» Work instructions
Would you copy each line of the data below that has "geometry"?

» Information provided
== == ==

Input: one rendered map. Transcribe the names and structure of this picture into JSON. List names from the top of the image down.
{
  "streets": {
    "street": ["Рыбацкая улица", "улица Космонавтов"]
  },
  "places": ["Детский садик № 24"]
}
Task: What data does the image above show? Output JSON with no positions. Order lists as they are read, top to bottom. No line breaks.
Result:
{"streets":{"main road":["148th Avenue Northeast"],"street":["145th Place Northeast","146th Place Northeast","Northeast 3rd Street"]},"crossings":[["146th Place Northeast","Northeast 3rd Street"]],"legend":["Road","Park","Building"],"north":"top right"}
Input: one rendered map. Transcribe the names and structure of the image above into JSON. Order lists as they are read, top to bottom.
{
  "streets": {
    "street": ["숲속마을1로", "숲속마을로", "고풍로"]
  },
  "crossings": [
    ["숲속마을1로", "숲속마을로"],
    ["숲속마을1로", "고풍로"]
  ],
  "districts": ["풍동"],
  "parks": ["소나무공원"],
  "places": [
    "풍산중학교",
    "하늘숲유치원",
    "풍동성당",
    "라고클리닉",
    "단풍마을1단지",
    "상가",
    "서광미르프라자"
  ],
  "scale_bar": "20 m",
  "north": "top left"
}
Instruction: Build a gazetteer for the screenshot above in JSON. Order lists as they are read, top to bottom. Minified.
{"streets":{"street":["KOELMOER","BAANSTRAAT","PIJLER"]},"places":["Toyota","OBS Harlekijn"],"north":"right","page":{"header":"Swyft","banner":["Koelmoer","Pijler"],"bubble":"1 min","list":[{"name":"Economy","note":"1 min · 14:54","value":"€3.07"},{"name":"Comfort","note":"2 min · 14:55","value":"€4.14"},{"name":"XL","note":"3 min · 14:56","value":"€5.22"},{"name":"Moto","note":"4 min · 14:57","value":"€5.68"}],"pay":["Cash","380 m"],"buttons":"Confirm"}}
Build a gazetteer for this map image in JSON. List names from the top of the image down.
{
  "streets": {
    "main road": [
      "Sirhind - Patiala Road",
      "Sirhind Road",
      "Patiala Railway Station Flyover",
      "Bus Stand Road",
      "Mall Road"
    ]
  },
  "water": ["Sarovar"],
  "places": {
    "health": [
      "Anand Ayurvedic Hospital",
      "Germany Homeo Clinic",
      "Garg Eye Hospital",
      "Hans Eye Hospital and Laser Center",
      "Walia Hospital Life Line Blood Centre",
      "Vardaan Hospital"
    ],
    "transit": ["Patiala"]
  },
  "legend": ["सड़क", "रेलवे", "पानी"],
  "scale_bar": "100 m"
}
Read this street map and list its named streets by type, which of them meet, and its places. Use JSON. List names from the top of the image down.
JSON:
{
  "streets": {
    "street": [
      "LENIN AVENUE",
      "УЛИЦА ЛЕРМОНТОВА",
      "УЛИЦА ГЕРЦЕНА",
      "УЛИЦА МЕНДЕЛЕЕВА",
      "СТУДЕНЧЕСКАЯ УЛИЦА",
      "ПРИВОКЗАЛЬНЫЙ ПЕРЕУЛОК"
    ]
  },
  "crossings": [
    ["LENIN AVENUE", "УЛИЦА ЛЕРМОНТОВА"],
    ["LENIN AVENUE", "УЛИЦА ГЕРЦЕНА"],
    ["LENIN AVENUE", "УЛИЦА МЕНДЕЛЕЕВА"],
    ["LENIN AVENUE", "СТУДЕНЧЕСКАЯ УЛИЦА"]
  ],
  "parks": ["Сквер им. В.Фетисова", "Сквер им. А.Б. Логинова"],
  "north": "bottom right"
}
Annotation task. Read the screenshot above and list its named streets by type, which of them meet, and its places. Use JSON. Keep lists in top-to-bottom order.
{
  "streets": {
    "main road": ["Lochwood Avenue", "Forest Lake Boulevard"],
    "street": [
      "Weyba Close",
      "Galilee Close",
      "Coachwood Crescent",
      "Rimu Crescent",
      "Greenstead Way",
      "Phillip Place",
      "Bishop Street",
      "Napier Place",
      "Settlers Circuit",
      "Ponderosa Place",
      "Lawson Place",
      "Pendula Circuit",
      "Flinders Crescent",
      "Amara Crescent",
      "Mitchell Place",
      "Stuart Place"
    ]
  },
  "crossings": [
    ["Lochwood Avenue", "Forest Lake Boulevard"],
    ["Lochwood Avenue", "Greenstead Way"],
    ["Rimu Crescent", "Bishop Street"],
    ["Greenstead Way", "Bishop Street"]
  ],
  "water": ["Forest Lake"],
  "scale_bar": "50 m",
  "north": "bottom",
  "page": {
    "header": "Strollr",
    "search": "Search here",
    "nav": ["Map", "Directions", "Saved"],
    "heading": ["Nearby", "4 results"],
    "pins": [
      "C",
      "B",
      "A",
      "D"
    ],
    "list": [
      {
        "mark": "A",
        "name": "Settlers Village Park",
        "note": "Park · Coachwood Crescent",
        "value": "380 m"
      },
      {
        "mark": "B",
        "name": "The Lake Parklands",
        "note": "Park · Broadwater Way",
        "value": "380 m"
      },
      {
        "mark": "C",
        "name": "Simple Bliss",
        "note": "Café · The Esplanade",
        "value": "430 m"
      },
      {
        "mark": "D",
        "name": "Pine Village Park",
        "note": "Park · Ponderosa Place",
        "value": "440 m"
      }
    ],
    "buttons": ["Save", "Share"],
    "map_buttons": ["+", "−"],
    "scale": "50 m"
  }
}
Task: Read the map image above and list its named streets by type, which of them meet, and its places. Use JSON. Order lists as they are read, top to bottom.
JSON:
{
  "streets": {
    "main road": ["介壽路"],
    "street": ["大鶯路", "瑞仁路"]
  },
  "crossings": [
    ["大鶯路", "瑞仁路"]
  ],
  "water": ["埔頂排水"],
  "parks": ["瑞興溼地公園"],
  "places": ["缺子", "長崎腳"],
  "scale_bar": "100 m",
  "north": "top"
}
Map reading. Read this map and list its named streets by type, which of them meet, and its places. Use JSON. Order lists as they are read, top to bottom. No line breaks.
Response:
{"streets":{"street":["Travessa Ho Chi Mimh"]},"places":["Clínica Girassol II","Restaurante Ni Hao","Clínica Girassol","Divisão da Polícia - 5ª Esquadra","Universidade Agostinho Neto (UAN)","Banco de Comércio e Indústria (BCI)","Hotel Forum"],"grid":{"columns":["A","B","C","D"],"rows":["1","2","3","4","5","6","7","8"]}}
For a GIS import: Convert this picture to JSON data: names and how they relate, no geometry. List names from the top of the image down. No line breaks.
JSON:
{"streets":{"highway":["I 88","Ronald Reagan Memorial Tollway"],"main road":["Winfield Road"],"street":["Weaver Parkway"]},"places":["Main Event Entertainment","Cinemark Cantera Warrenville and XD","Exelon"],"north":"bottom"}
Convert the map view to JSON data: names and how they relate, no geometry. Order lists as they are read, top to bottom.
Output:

== == ==

» Result
For a GIS import: Convert this picture to JSON data: names and how they relate, no geometry. List names from the top of the image down. No line breaks.
Convert the map view to JSON data: names and how they relate, no geometry. Order lists as they are read, top to bottom.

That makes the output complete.